In June 2013, Church Auxiliary for Social Action (CASA), the humanitarian and development arm of Indian Churches, announced their plans to assist in the relief efforts by aiming to raise US$264,504 from donors. This included the provision of livestock fodder, manure and seeds, agricultural and advocacy training programs, and raising water management and disaster risk reduction awareness.

== Consequences ==

=== Nutrition, sanitation, water   ===
With a significant decrease in agricultural yield except for milk, oil seeds and cotton production, food security was a concern. A study of 223 households found that just over half of the respondents had access to water for sanitation while 83.8% of the 66.4% who had access to toilets, used them. While priority was given to providing water quantity over quality, water samples tested detected beyond permissible limits of nitrate-nitrogen, ammonium-nitrogen, and chlorides.

=== Mental health   ===
Due to the stress and burden of economic losses faced by farmers, specifically along the cotton belt, suicide rates increased between 2011 and 2015 (1,495-2,016 deaths). However, in 2013 this trend reversed due to adequate rainfall in the second half of the year (1,298). With the continuing drought-like conditions following 2012–2013, suicide among farmers continues to have a devastating effect. Maharashtra has become known as the `graveyard of farmers´.

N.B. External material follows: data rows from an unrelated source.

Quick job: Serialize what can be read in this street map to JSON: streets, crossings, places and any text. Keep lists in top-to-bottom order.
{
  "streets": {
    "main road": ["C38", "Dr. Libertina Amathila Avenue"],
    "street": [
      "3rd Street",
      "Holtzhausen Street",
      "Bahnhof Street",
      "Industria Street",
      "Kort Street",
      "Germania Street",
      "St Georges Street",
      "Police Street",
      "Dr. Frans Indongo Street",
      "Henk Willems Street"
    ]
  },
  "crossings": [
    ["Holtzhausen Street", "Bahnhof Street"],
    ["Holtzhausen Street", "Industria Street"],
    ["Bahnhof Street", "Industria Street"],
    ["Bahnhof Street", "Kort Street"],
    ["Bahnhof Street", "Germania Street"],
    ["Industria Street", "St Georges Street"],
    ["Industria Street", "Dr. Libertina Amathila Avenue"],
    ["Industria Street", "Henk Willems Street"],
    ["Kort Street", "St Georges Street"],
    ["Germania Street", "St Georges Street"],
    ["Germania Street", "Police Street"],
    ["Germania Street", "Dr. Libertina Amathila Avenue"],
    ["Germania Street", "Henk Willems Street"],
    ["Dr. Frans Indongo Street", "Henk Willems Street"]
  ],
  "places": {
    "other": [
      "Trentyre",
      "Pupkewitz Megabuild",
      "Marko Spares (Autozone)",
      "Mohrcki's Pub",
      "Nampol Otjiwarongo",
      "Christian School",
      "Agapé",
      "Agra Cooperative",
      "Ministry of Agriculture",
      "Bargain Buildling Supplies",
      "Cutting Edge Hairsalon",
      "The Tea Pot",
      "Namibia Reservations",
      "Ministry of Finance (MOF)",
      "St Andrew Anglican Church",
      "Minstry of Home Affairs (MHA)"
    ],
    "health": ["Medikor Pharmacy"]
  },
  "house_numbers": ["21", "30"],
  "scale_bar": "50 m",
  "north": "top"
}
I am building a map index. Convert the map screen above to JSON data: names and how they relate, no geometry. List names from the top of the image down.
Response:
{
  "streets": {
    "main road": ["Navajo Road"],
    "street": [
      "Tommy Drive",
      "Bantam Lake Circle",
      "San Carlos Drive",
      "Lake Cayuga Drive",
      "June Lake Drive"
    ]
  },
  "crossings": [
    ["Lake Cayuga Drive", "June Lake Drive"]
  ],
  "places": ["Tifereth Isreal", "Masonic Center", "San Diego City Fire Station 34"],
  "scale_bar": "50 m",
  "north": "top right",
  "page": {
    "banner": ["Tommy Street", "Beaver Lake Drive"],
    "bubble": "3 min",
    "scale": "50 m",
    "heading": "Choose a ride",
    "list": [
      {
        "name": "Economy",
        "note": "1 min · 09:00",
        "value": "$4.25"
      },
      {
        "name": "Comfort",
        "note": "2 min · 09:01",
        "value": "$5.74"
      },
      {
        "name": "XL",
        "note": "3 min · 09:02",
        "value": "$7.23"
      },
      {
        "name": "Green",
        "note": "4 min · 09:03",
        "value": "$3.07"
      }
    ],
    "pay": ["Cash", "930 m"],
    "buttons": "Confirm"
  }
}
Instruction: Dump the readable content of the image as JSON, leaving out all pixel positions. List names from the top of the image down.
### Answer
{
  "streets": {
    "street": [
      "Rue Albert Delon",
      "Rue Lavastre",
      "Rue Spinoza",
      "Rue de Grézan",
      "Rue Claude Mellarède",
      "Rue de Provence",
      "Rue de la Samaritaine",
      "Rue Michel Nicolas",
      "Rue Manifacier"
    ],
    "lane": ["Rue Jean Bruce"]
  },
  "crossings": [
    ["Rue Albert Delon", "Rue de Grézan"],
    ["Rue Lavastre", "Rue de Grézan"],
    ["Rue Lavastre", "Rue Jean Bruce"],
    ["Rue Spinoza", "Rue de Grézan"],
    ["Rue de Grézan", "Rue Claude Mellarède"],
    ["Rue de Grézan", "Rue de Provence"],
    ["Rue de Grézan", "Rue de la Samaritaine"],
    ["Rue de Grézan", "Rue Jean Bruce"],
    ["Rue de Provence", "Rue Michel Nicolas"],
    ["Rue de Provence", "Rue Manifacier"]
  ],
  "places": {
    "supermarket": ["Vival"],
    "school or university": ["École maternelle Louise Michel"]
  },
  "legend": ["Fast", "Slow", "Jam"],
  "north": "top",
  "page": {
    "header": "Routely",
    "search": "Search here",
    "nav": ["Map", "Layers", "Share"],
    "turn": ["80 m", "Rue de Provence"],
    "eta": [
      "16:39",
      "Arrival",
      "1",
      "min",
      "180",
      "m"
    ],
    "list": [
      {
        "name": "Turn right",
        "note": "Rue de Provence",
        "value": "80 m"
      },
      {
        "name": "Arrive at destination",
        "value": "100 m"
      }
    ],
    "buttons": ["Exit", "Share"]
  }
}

=== Other: migration, education, desertification process   ===
With water scarcity and loss of employment, seasonal and permanent migration increased, usually towards urban cities. Five hundred thousand workers migrated from Marathwada to western Maharashtra. Water collection was usually done by women and children, which was exacerbated by the drought and migration of men, in turn decreasing children's attendance in school. The desertification process, including recurring droughts, is a long-term consequence that could severely impact future societies and human health.